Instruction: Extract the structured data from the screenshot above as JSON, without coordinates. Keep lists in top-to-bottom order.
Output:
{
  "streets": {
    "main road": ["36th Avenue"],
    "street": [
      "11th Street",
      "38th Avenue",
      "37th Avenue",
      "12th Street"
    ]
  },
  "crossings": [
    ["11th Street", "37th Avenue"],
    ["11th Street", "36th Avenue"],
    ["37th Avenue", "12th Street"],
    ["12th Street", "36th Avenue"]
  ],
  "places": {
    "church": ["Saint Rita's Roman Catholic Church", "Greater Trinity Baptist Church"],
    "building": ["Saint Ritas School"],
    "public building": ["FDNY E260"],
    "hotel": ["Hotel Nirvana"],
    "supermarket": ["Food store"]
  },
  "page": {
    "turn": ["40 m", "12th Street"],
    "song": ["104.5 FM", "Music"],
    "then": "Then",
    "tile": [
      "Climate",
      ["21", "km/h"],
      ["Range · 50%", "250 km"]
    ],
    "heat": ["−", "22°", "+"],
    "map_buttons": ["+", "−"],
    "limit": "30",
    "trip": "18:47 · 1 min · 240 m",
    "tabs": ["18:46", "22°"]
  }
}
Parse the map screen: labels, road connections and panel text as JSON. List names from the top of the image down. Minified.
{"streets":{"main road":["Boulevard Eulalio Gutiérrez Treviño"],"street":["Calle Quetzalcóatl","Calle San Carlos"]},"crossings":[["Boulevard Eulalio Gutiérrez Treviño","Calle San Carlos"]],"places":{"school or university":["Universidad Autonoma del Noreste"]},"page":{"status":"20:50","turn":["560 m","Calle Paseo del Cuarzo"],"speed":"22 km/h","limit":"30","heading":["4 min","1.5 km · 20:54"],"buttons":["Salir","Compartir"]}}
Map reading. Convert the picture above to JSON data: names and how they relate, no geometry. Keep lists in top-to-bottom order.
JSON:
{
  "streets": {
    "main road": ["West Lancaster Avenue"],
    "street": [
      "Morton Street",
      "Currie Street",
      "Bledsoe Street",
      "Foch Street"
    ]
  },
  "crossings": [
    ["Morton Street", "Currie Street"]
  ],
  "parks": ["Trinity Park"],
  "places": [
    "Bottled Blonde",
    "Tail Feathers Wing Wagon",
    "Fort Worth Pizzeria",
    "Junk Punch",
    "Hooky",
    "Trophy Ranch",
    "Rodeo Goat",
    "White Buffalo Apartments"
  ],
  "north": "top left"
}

Problem
All lines of the data above must be repeated exactly.

Result of this exercise
Instruction: Extract the structured data from the screenshot above as JSON, without coordinates. Keep lists in top-to-bottom order.
Output:
{
  "streets": {
    "main road": ["36th Avenue"],
    "street": [
      "11th Street",
      "38th Avenue",
      "37th Avenue",
      "12th Street"
    ]
  },
  "crossings": [
    ["11th Street", "37th Avenue"],
    ["11th Street", "36th Avenue"],
    ["37th Avenue", "12th Street"],
    ["12th Street", "36th Avenue"]
  ],
  "places": {
    "church": ["Saint Rita's Roman Catholic Church", "Greater Trinity Baptist Church"],
    "building": ["Saint Ritas School"],
    "public building": ["FDNY E260"],
    "hotel": ["Hotel Nirvana"],
    "supermarket": ["Food store"]
  },
  "page": {
    "turn": ["40 m", "12th Street"],
    "song": ["104.5 FM", "Music"],
    "then": "Then",
    "tile": [
      "Climate",
      ["21", "km/h"],
      ["Range · 50%", "250 km"]
    ],
    "heat": ["−", "22°", "+"],
    "map_buttons": ["+", "−"],
    "limit": "30",
    "trip": "18:47 · 1 min · 240 m",
    "tabs": ["18:46", "22°"]
  }
}
Parse the map screen: labels, road connections and panel text as JSON. List names from the top of the image down. Minified.
{"streets":{"main road":["Boulevard Eulalio Gutiérrez Treviño"],"street":["Calle Quetzalcóatl","Calle San Carlos"]},"crossings":[["Boulevard Eulalio Gutiérrez Treviño","Calle San Carlos"]],"places":{"school or university":["Universidad Autonoma del Noreste"]},"page":{"status":"20:50","turn":["560 m","Calle Paseo del Cuarzo"],"speed":"22 km/h","limit":"30","heading":["4 min","1.5 km · 20:54"],"buttons":["Salir","Compartir"]}}
Map reading. Convert the picture above to JSON data: names and how they relate, no geometry. Keep lists in top-to-bottom order.
JSON:
{
  "streets": {
    "main road": ["West Lancaster Avenue"],
    "street": [
      "Morton Street",
      "Currie Street",
      "Bledsoe Street",
      "Foch Street"
    ]
  },
  "crossings": [
    ["Morton Street", "Currie Street"]
  ],
  "parks": ["Trinity Park"],
  "places": [
    "Bottled Blonde",
    "Tail Feathers Wing Wagon",
    "Fort Worth Pizzeria",
    "Junk Punch",
    "Hooky",
    "Trophy Ranch",
    "Rodeo Goat",
    "White Buffalo Apartments"
  ],
  "north": "top left"
}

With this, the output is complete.